The Post Comments block uses an h3 heading on it, this causes a11y issues, as discussed in Gutenberg issue 43203 (and previously in #55172), on the templates where it's inserted, since there are no existing h2 in them. The new Comments block doesn't have the same problem because it allows you to change the heading as you need, but it's only available with Gutenberg or WP >= 6.1. To solve this issue, we are doing the following:

  • We are creating a hidden block pattern that inserts either of the blocks depending on if the new block is registered and the WP version is >= 6.1
  • For users that will get the deprecated version of the block, we are using the render_block hook to swap the h3 with an h2, and solve the a11y for them
  • Users that will get the newer version of the block, will have the h2 instead.

To test this:

  • Run this branch, check a page with comments on it, you should be seeing the headings using h2. On the editor, you should be seeing the new Comments block (there is no deprecation message present). You may need to tweak this line in hidden-comments.php, since this branch is still not a 6.1 version of WP:
    if (
      WP_Block_Type_Registry::get_instance()->is_registered( 'core/comments' ) &&
      version_compare( $GLOBALS['wp_version'], '6.1', '>=' )
    ) {
  • Run the code from this branch on a 6.0 environment, you should be seeing the old block, with the deprecation notice in the editor. In the frontend, you should still see the headings on the comments block using h2, instead of h3.

Aside from a11y, note that this PR also improves User Experience of the TT2 theme: Users with WP >= 6.1 will get the Comments block in editable mode automatically, rather than seeing the legacy mode and the upgrade notice.

This was raised in #55172, but deemed not a blocker to adding the Accessibility Ready tag. Props to @poena when merged for raising this issue.

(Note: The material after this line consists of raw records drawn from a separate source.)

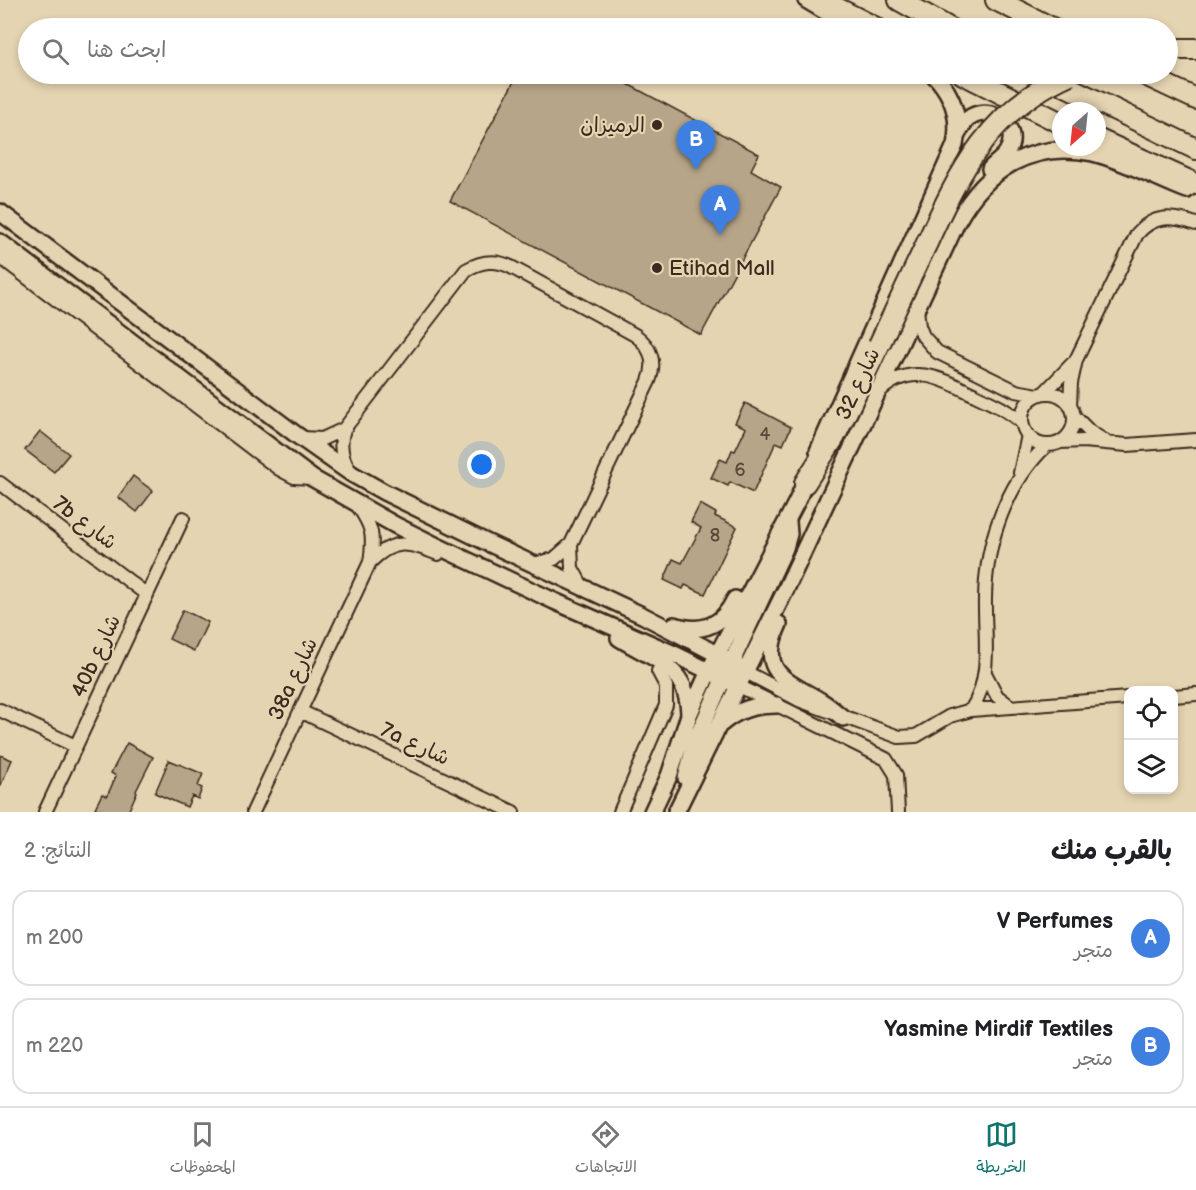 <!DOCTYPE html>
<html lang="ar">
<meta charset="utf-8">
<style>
:root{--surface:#fff;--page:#f2f2f2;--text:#202124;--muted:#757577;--line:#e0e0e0;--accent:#0f766e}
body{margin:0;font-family:"Balsamiq Sans","Playpen Sans Arabic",sans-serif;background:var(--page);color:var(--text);direction:rtl}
.controls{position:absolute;right:18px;bottom:18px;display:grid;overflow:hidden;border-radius:12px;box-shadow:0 3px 9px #0003}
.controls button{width:54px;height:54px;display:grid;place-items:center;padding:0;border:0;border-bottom:2px solid var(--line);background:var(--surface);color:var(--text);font:30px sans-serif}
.compass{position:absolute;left:1052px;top:102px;width:54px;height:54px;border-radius:50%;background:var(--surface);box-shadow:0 3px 9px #0003;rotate:207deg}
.you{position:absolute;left:482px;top:465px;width:21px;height:21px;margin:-15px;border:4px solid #fff;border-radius:50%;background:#1a73e8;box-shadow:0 0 0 9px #1a73e833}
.badge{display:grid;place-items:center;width:39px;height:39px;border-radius:50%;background:var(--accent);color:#fff;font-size:20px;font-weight:700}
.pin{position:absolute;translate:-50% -50px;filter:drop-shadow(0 2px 3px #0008)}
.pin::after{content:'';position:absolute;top:32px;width:21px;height:18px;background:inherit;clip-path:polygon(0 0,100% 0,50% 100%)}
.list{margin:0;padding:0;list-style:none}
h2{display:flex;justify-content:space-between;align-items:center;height:78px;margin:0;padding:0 24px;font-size:26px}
h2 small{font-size:20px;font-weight:400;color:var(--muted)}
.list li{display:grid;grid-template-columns:39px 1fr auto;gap:18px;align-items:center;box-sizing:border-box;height:96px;margin:0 12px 12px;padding:0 12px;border:2px solid var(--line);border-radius:18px}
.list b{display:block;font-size:22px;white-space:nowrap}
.list p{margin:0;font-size:20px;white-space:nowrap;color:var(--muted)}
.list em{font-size:20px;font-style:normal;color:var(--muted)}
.icon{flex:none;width:33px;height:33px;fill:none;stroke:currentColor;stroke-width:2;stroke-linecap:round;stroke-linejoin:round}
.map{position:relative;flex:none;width:1196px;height:812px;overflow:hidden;direction:ltr}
.search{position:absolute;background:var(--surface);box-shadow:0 3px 9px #0003;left:18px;right:18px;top:18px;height:66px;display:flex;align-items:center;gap:15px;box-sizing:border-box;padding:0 21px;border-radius:33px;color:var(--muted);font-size:22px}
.sheet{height:294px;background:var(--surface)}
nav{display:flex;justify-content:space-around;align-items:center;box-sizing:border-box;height:84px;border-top:2px solid var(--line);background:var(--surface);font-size:16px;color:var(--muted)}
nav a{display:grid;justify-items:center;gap:3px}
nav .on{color:var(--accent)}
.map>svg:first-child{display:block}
.building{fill:#b6a588;stroke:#3b2a1e;stroke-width:1.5}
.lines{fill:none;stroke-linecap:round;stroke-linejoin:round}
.minor-casing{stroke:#3b2a1e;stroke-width:16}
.tertiary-casing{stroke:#3b2a1e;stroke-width:20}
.trunk-casing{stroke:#3b2a1e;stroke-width:24}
.minor{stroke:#e5d4b1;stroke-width:12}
.tertiary{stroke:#e5d4b1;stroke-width:15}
.trunk{stroke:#e5d4b1;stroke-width:20}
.trunk-bridge-casing{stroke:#3b2a1e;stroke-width:24;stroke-linecap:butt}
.trunk-bridge{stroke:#e5d4b1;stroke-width:20}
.poi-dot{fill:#3b2a1e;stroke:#e5d4b1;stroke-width:2}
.labels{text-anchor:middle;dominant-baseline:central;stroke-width:4.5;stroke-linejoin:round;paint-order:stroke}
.number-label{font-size:18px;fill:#5a4938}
.poi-label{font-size:21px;fill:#3b2a1e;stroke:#e5d4b1;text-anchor:end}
.street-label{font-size:21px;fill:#3b2a1e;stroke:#e5d4b1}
</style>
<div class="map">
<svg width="1196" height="812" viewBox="0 0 1196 812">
<rect width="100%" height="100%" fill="#e5d4b1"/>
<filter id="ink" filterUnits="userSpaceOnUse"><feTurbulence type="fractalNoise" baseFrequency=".0167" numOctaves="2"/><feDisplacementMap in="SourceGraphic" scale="12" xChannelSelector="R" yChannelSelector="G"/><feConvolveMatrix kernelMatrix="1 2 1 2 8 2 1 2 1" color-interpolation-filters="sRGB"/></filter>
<g filter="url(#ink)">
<path class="building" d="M 518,74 L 609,74 L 759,154 L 751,170 L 781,187 L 701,335 L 450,201 Z
M 745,403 L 791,427 L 783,445 L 776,442 L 753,493 L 730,482 L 728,486 L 711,478 L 720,459 L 727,462 L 732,450 L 735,451 L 746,428 L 735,423 Z
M 40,431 L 69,454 L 54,472 L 25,450 Z
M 133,476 L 153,491 L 137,512 L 118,497 Z
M 700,504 L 716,513 L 715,516 L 737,527 L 705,594 L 685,585 L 683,589 L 664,580 L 673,559 L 682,563 L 701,528 L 691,522 Z
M 183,610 L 208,622 L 194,651 L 169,639 Z
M 127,743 L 153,757 L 136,791 L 137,792 L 128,812 L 105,812 L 95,808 L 102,794 L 107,796 L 116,776 L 111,773 Z
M 0,755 L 12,760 L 0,787 Z
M 169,760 L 203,774 L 198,786 L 202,788 L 198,799 L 192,796 L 187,807 L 155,793 Z"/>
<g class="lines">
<g class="minor-casing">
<path id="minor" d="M 0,257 L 279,469 L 294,477 L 312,478
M 917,309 L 919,326 L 923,336 L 937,352 L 1016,391 L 1038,395
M 878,393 C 910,361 941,378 975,395 C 992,403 1008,410 1022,423
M 1044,393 L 1073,363
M1022 419a26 26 0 1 1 52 0a26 26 0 1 1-52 0Z
M 1070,406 L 1071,383 L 1076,360 L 1137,234 C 1154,214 1173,216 1196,224
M 1074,416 L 1090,432 L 1105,441
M 344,429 C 339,444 341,458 350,471
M 302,438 L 322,439 L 344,429 L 466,270 C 481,261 495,259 511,267 L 635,335 C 652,347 656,363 649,381 L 571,544 L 554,559 L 533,564
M 1060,442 L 1084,441 L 1127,445 L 1196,440
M 1020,473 L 1028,435
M 0,483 L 146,594
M 571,544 L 572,568 L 583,588
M 370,562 C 394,538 409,542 438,554
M 746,672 L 799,700 L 899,737 L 916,736 L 950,716 L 971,710 L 1128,698
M 986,675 L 997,696 L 1010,706
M 739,686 L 886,759 L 896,775 L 898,812
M 1174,696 L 1196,694
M 0,710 L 75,746
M 971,710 C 993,677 984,636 985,598 C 986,542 1006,484 1047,445
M 300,711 L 513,812
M 45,812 L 183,518
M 253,812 L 370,562 C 374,536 373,527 357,505
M 620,812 L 666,705 L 666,686 L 658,671"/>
</g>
<g class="tertiary-casing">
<path id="tertiary" d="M 806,0 L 853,28
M 957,135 C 960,130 963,123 968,119 C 990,101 1023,128 1007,152 C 1003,159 995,163 990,169
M 0,212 L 298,436 L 352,474 L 384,492 L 488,543 L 644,616 L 717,654 L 746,672
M 0,242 L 312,478 L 395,525 L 435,545 L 554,601 L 672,653 L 739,686
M 818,451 L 955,145 C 961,117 953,94 933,74
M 779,624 C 757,672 785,680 821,701 C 829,706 836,712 843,718
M 674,625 C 703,634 722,626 735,599
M 619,638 C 654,660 688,666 689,715
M 733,672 L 735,655 L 785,548 L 789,534 L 788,522
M 721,724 C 738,709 755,705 777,705
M 686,778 L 696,739 L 721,684 L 722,668
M 652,812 L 669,776 L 689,715 L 709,671 L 797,501 L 809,473
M 676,812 L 786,589 L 957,222 C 986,169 1032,140 1093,153 C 1125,161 1156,178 1187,190"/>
</g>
<g class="trunk-casing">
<path id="trunk" d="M 821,0 L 876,28
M 899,0 L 949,28
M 996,0 L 1052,28
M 1168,49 L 1196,49
M 963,74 L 1061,123
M 1041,74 L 1196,149
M 1143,74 L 1196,99
M 1097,139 L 1196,184
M 805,483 L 835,436 L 879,345"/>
</g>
<use href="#minor" class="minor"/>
<use href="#tertiary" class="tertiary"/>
<use href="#trunk" class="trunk"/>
<g class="trunk-bridge-casing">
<path id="trunk-bridge" d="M 879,345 C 895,311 910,278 926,245 C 960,170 990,109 1070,74"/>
</g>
<use href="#trunk-bridge" class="trunk-bridge"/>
</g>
</g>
<g class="poi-dot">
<circle cx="657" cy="125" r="6"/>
<circle cx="657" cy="268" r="6"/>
</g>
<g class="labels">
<g class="number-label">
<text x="765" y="434">4</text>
<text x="740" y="470">6</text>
<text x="715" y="535">8</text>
</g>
<g class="poi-label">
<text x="645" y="125">الرميزان</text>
<text x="669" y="268" text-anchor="start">Etihad Mall</text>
</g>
<g class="street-label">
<text transform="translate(858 384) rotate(-65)">شارع 32</text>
<text transform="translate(85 523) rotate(37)">7b شارع</text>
<text transform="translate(96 656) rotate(-65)">40b شارع</text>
<text transform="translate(293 679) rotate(-65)">38a شارع</text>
<text transform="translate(415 744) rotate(25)">7a شارع</text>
</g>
</g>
</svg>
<div class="controls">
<button><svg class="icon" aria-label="locate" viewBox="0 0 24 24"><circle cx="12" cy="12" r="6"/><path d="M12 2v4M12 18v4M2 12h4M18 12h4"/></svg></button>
<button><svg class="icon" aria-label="layers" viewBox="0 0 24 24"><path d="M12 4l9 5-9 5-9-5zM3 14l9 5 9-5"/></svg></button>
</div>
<svg class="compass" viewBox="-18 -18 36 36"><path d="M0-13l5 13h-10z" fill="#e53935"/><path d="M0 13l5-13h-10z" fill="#757577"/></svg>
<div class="you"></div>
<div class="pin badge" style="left:720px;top:235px;background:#3f7fe0">A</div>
<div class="pin badge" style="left:696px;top:170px;background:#3f7fe0">B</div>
<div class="search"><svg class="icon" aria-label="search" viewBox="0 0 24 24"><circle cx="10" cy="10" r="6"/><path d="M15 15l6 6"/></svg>ابحث هنا</div>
</div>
<section class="sheet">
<h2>بالقرب منك<small>النتائج: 2</small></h2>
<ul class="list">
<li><span class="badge" style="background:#3f7fe0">A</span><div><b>V Perfumes</b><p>متجر</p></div><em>200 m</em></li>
<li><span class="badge" style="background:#3f7fe0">B</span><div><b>Yasmine Mirdif Textiles</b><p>متجر</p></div><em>220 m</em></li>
</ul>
</section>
<nav>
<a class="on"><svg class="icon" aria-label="map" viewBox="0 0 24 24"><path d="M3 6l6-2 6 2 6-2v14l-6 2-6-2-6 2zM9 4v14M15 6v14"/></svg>الخريطة</a>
<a><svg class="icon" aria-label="directions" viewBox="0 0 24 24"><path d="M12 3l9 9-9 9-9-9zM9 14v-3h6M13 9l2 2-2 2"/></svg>الاتجاهات</a>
<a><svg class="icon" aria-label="saved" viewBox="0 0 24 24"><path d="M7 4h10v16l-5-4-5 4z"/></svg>المحفوظات</a>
</nav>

After discussing ticket #56798 during the accessibility team's weekly bug scrub, as suggested by @poena, we decided to close that ticket in favor of this one. Props to @desrosj for reporting this discussion from the wordpress-develop Pull Request to Trac.
We also decided to move this ticket to the 6.1.1 milestone, to add the accessibility focus (as this is actually an accessibility issue), and to ask for a patch refresh that takes into consideration the above.

#13 @ryokuhi
21 months ago

#56798 was marked as a duplicate.

This ticket was mentioned in Slack in #core by jeffpaul. View the logs.

20 months ago

#15 @JeffPaul
20 months ago

  • Milestone changed from 6.1.1 to Future Release

With no confirmation on approach, I'm punting out of the 6.1.1 milestone to Future Release. Once folks can settle on approach, then it can get pulled back into a numbered milestone... thanks!

#16 @poena
5 months ago

  • Keywords 2nd-opinion added

I no longer believe that it is reasonable to fix this, neither in the theme or in the already deprecated block.

Users who activate the theme on 6.1 or later can solve the problem by replacing the block or by clicking on the "legacy" / update button that the editor provides.

What we can do is add information about it to the readme file and the documentation.

#17 @mikachan
5 months ago

I no longer believe that it is reasonable to fix this, neither in the theme or in the already deprecated block.

I agree, I don't think we should fix this in the theme anymore. Users can solve the problem via the editor if needed.

What we can do is add information about it to the readme file and the documentation.

Sounds good. Thanks @poena!

#18 @sabernhardt
3 weeks ago

  • Keywords needs-patch added; has-patch needs-refresh 2nd-opinion removed

This would need a new patch for the readme.

Since users ideally would replace/update the block, we probably could stop editing CSS for the legacy version of the block (closing #57542 and removing that part from the PR on #59334). Having the block look broken can encourage replacing it.